Data items:
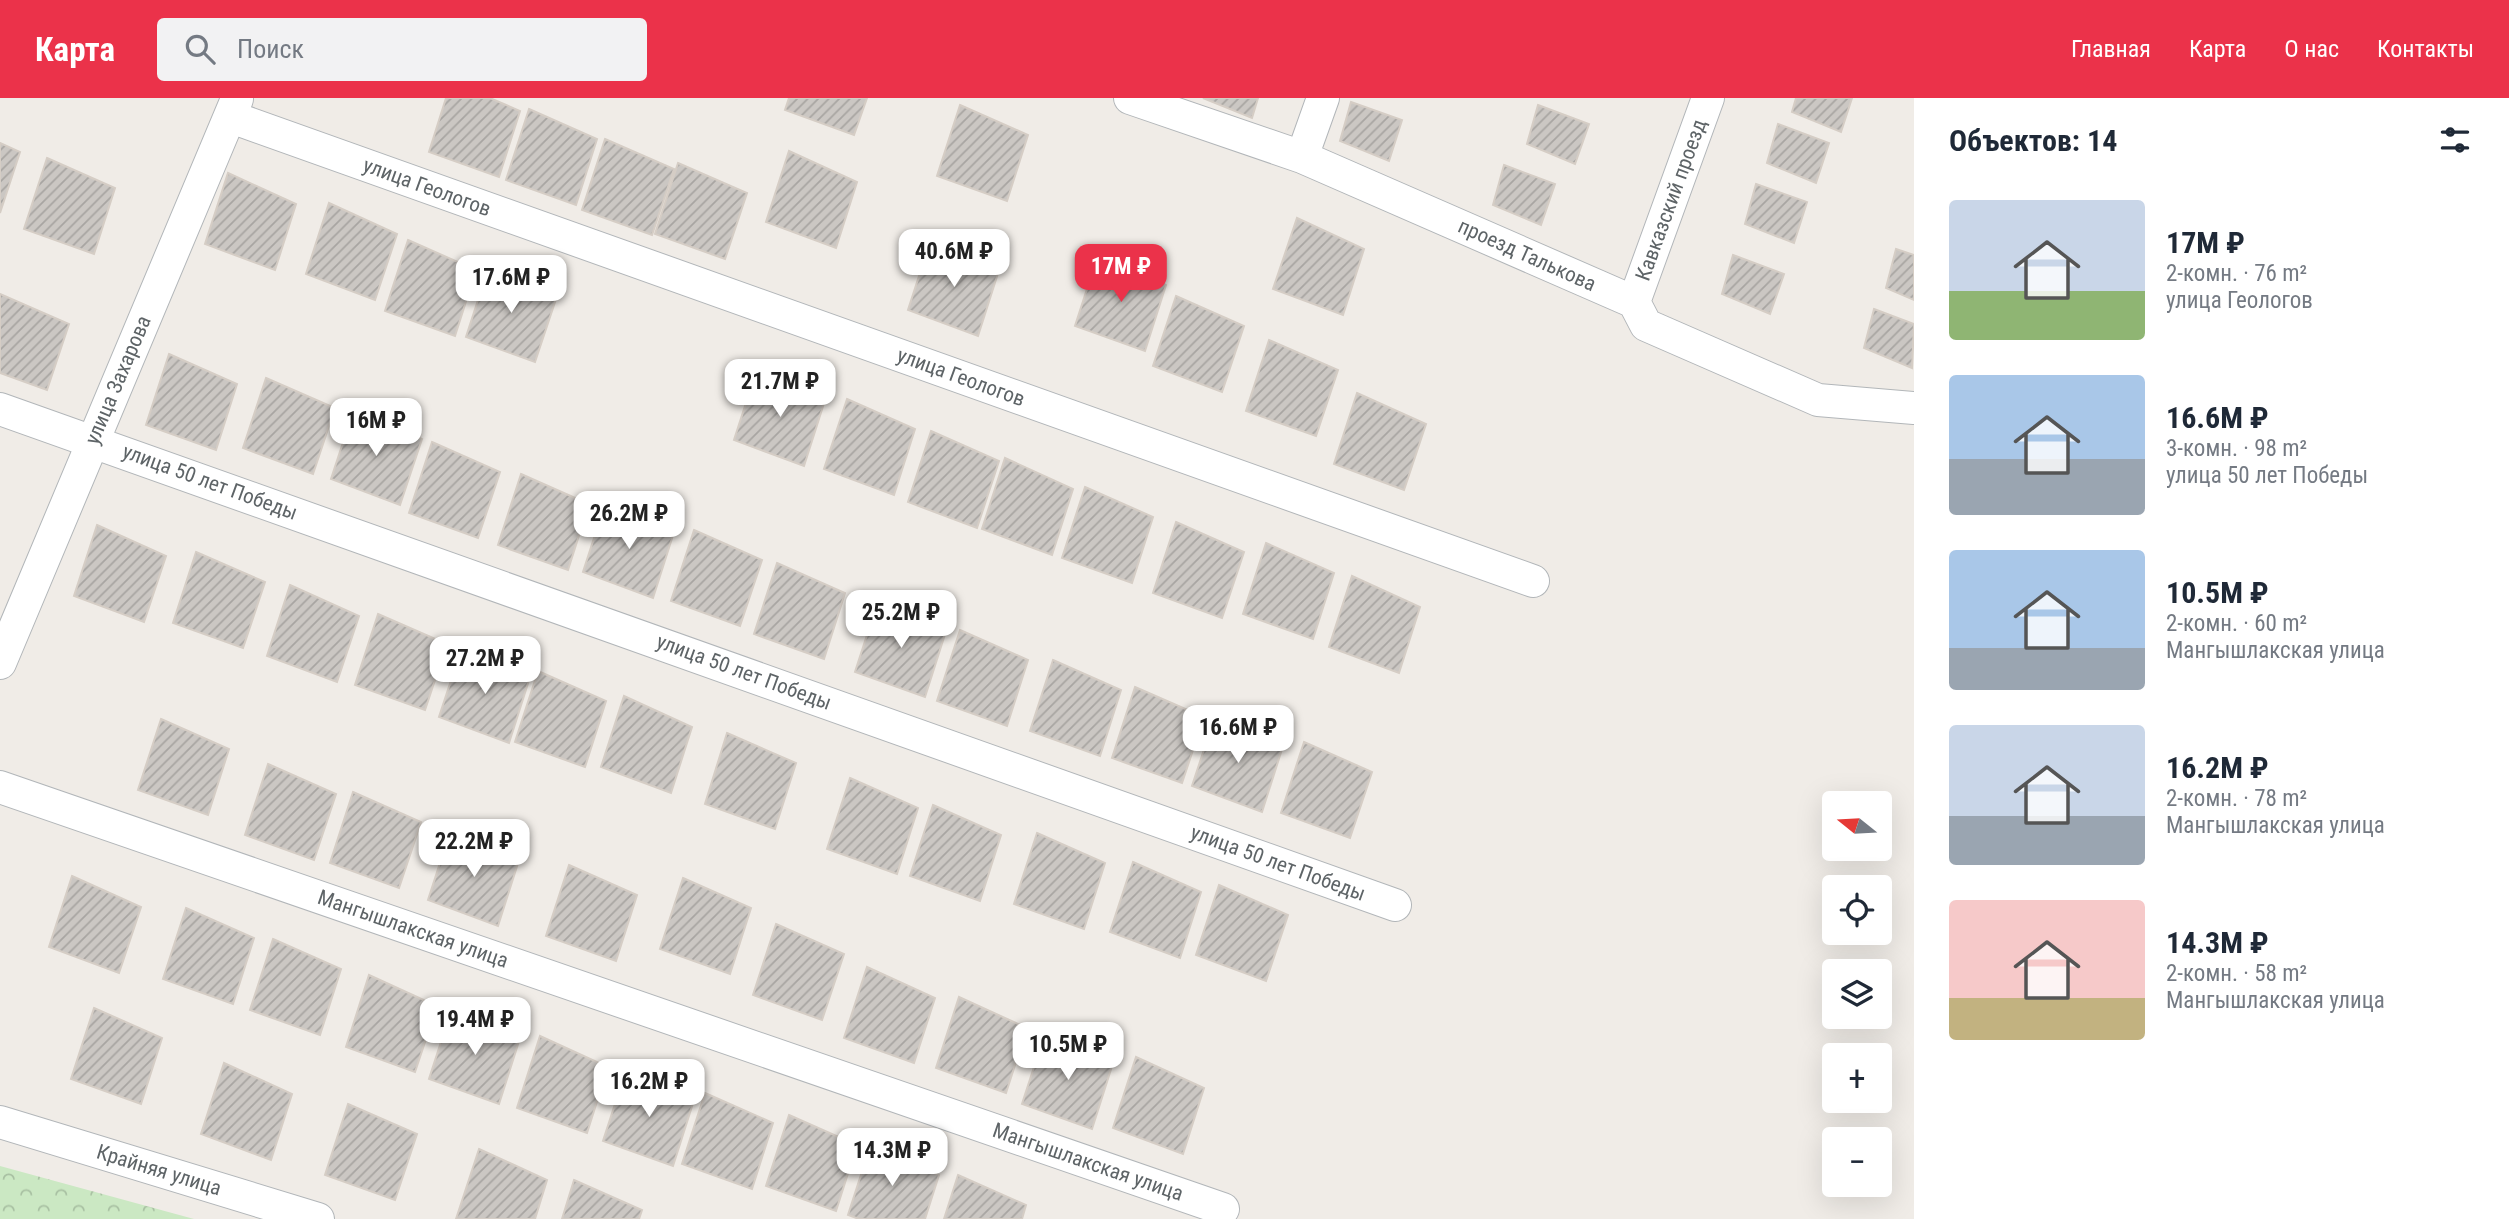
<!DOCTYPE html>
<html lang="ru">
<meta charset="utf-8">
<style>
body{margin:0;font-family:"Roboto Condensed",sans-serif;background:#f2f2f3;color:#1f2937;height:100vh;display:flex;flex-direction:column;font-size:26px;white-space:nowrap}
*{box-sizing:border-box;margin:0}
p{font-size:23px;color:#747a83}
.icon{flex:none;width:38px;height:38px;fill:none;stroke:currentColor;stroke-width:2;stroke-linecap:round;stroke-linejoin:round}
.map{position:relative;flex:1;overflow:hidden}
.panel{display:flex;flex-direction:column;background:#fff;width:595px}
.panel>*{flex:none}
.needle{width:46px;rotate:288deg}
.tools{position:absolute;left:1822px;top:693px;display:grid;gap:14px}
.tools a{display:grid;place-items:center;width:70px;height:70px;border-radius:7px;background:#fff;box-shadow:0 7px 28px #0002;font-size:35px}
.price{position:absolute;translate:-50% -60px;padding:0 16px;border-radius:14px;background:#fff;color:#222;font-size:23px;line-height:46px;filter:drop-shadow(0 2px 4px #0008)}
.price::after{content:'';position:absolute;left:50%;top:42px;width:21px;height:16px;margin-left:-10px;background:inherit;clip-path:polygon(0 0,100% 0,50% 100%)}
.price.on{background:#eb324a;color:#fff}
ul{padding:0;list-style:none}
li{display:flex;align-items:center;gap:21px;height:175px;padding:0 35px}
li span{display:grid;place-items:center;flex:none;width:196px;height:140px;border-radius:7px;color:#555}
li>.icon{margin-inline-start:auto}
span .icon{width:84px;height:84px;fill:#fffc;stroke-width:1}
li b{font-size:30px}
h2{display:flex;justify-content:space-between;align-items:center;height:84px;padding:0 35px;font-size:30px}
header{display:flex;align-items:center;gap:42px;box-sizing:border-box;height:98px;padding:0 35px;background:#eb324a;color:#fff}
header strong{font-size:33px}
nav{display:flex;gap:38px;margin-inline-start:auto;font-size:24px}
.search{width:490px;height:63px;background:#f2f2f3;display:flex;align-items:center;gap:18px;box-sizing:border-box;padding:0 24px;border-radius:7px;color:#747a83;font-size:26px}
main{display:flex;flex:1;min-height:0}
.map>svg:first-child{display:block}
</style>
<header>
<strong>Карта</strong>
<div class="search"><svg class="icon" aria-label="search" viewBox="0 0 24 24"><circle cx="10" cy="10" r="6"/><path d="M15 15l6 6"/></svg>Поиск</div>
<nav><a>Главная</a><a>Карта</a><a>О нас</a><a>Контакты</a></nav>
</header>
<main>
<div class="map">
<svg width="1914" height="1121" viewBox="0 0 1914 1121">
<defs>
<pattern id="forest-crowns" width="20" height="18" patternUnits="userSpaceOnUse" patternTransform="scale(1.75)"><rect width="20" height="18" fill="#cbe8c3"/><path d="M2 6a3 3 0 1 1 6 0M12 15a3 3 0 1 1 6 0" fill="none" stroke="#a8c0a2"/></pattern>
<pattern id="building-hatch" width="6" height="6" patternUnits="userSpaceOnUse" patternTransform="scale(1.75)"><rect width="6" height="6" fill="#cbc7c3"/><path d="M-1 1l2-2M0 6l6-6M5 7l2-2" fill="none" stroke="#a8a5a2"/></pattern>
</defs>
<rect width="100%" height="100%" fill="#f0ece7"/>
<path fill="url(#forest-crowns)" d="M0,1068L194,1121H0Z"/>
<path fill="url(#building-hatch)" stroke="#d5cdc5" stroke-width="2" d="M446,0H490L520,13L499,79L429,54Z
M789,0H867L854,37L785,12Z
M1203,0H1258L1252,20Z
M1796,0H1852L1841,34L1792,14Z
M1351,4L1402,22L1389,63L1340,43Z
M960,7L1028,37L1007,103L937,78Z
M1538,7L1589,26L1575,66L1527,46Z
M529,11L597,41L576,107L506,82Z
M1778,26L1829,45L1816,85L1767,65Z
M605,41L674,71L652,137L582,112Z
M0,45L20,54L0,115Z
M789,53L857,84L836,150L766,124Z
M47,60L115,90L94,156L24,131Z
M678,65L747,95L725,161L655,136Z
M1504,67L1555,86L1541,127L1493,107Z
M228,75L296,106L275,172L205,146Z
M1756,86L1807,104L1794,145L1745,126Z
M329,105L397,136L375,202L306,176Z
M1297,120L1364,151L1343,217L1273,191Z
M931,141L999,172L978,238L908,212Z
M408,142L476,172L455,238L385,213Z
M1896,151L1914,157V202L1886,190Z
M1098,157L1166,187L1145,253L1075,228Z
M1733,157L1784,176L1770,216L1722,196Z
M489,168L557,198L535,264L466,239Z
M0,196L69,226L47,292L0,275Z
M1176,198L1244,228L1222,294L1153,268Z
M1874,211L1914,226L1912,270L1864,250Z
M1269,242L1338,272L1316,338L1246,313Z
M169,256L237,286L216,352L146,327Z
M757,271L825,302L804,368L734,342Z
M266,280L335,310L313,376L243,350Z
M1357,295L1426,326L1404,392L1334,366Z
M847,301L915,331L894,397L824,371Z
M354,311L422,341L400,407L331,381Z
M931,333L999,363L977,430L908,404Z
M432,344L500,374L478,440L409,415Z
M1005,360L1073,391L1052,457L982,431Z
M521,376L589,406L568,472L498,447Z
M1085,389L1153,419L1132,485L1062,460Z
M606,403L674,434L653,500L583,474Z
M1176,424L1244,454L1222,520L1153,495Z
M97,427L166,458L144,524L74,498Z
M694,432L762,462L740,528L671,503Z
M1266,445L1334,475L1313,541L1243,516Z
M196,454L265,484L243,550L173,525Z
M777,465L845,495L824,561L754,536Z
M1352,478L1420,509L1399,575L1329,549Z
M290,487L359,518L337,584L267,558Z
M878,503L946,533L925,599L855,574Z
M378,516L447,546L425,612L355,587Z
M960,532L1028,562L1007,628L937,603Z
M462,549L530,579L509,645L439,619Z
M1053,562L1121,592L1100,658L1030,633Z
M538,573L606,603L585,669L515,644Z
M1135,589L1204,619L1182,685L1112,660Z
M624,598L692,629L671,695L601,669Z
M1215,618L1283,648L1262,714L1192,688Z
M161,621L229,651L208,717L138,692Z
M727,635L796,665L775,731L705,706Z
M1304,644L1372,674L1350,740L1281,715Z
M268,666L336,696L314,762L245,737Z
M850,680L918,710L897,776L827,751Z
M353,694L421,724L399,790L330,765Z
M933,707L1001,737L980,803L910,778Z
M451,731L519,762L498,828L428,802Z
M1037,735L1105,765L1084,831L1014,806Z
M1133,764L1201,794L1180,860L1110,834Z
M569,767L637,797L616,863L546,838Z
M72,778L141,809L119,875L49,849Z
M683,780L751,810L730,876L660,851Z
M1219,787L1288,817L1266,883L1196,857Z
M186,810L254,840L233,906L163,881Z
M776,826L844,856L822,922L753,897Z
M273,841L341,871L320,937L250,912Z
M867,869L935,900L914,965L844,940Z
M369,877L437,908L415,974L346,949Z
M959,899L1027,930L1006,995L936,970Z
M94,910L162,940L141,1006L71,981Z
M452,910L520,940L499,1006L429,981Z
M1045,935L1113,965L1092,1031L1022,1006Z
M540,938L608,969L587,1035L517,1010Z
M1136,959L1204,990L1183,1056L1113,1030Z
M224,965L292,996L271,1062L201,1036Z
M626,972L694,1002L673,1068L603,1043Z
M705,995L773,1025L752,1091L682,1066Z
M348,1006L417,1036L395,1102L325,1077Z
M789,1017L857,1047L836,1113L766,1088Z
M871,1046L939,1077L925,1121H859L848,1117Z
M479,1051L547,1082L535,1121H456Z
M958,1077L1026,1107L1022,1121H944Z
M574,1082L642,1112L639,1121H562Z"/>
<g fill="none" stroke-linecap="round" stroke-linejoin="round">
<g stroke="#b2b6b9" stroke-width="34">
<path id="street" d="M1130,0L1302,59L1634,204L1646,227L1818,302L1914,310
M231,19L1533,483
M1302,59L1323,0
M1634,204L1708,0
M0,311L1395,807
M0,565L237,1
M0,689L1223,1111
M0,1024L318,1121"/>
</g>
<use href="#street" stroke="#fff" stroke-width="32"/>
</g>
<g text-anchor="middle" stroke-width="5" stroke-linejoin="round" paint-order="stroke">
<g font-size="21" fill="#5e6467" stroke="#fff">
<text transform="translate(427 89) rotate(20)" y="7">улица Геологов</text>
<text transform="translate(1671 102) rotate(-70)" y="7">Кавказский проезд</text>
<text transform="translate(1527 157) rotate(24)" y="7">проезд Талькова</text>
<text transform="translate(961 279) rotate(20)" y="7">улица Геологов</text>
<text transform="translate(118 282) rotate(-67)" y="7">улица Захарова</text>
<text transform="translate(210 384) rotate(20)" y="7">улица 50 лет Победы</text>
<text transform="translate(744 574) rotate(20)" y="7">улица 50 лет Победы</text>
<text transform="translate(1278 765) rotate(20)" y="7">улица 50 лет Победы</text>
<text transform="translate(413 831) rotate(19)" y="7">Мангышлакская улица</text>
<text transform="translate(1088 1064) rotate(19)" y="7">Мангышлакская улица</text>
<text transform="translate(159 1072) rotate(17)" y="7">Крайняя улица</text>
</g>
</g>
</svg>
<div class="tools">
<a><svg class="needle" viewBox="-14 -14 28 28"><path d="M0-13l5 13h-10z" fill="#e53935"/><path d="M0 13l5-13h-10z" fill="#747a83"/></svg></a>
<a><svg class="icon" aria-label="locate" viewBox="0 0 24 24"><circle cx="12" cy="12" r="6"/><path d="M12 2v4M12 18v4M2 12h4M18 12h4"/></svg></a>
<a><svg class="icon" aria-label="layers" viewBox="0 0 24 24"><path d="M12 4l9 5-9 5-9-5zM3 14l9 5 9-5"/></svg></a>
<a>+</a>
<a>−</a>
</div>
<b class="price" style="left:954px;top:191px">40.6M ₽</b>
<b class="price on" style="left:1121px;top:206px">17M ₽</b>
<b class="price" style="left:511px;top:217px">17.6M ₽</b>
<b class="price" style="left:780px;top:321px">21.7M ₽</b>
<b class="price" style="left:376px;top:360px">16M ₽</b>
<b class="price" style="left:629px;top:453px">26.2M ₽</b>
<b class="price" style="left:901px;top:552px">25.2M ₽</b>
<b class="price" style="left:485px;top:598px">27.2M ₽</b>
<b class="price" style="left:1238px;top:667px">16.6M ₽</b>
<b class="price" style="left:474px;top:781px">22.2M ₽</b>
<b class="price" style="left:475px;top:959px">19.4M ₽</b>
<b class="price" style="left:1068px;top:984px">10.5M ₽</b>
<b class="price" style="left:649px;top:1021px">16.2M ₽</b>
<b class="price" style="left:892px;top:1090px">14.3M ₽</b>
</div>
<section class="panel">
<h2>Объектов: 14<svg class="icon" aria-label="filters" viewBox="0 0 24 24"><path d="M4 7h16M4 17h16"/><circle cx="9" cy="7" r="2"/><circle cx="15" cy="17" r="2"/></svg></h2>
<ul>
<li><span style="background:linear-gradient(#c9d6e8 65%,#8fb573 0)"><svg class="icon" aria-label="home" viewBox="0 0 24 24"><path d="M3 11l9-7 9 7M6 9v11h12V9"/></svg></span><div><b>17M ₽</b><p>2-комн. · 76 m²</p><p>улица Геологов</p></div></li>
<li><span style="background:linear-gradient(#a9c7e8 60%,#9aa5b1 0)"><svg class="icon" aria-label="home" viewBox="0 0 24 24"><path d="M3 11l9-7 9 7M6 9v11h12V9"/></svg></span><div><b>16.6M ₽</b><p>3-комн. · 98 m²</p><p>улица 50 лет Победы</p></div></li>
<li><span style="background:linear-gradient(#a9c7e8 70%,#9aa5b1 0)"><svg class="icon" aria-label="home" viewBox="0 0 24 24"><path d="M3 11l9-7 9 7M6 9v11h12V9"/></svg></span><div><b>10.5M ₽</b><p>2-комн. · 60 m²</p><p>Мангышлакская улица</p></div></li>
<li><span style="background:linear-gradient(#c9d6e8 65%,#9aa5b1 0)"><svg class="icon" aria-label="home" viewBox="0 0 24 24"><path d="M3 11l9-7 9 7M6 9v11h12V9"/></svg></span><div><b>16.2M ₽</b><p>2-комн. · 78 m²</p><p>Мангышлакская улица</p></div></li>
<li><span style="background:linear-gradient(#f6c9c9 70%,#c2b280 0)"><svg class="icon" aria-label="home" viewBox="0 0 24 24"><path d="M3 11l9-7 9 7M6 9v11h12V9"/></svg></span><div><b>14.3M ₽</b><p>2-комн. · 58 m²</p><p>Мангышлакская улица</p></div></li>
</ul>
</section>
</main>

### Exercise details
Look for the word "tools". Copy out every line of the data that has it.

### Solution to the problem
.tools{position:absolute;left:1822px;top:693px;display:grid;gap:14px}
.tools a{display:grid;place-items:center;width:70px;height:70px;border-radius:7px;background:#fff;box-shadow:0 7px 28px #0002;font-size:35px}
<div class="tools">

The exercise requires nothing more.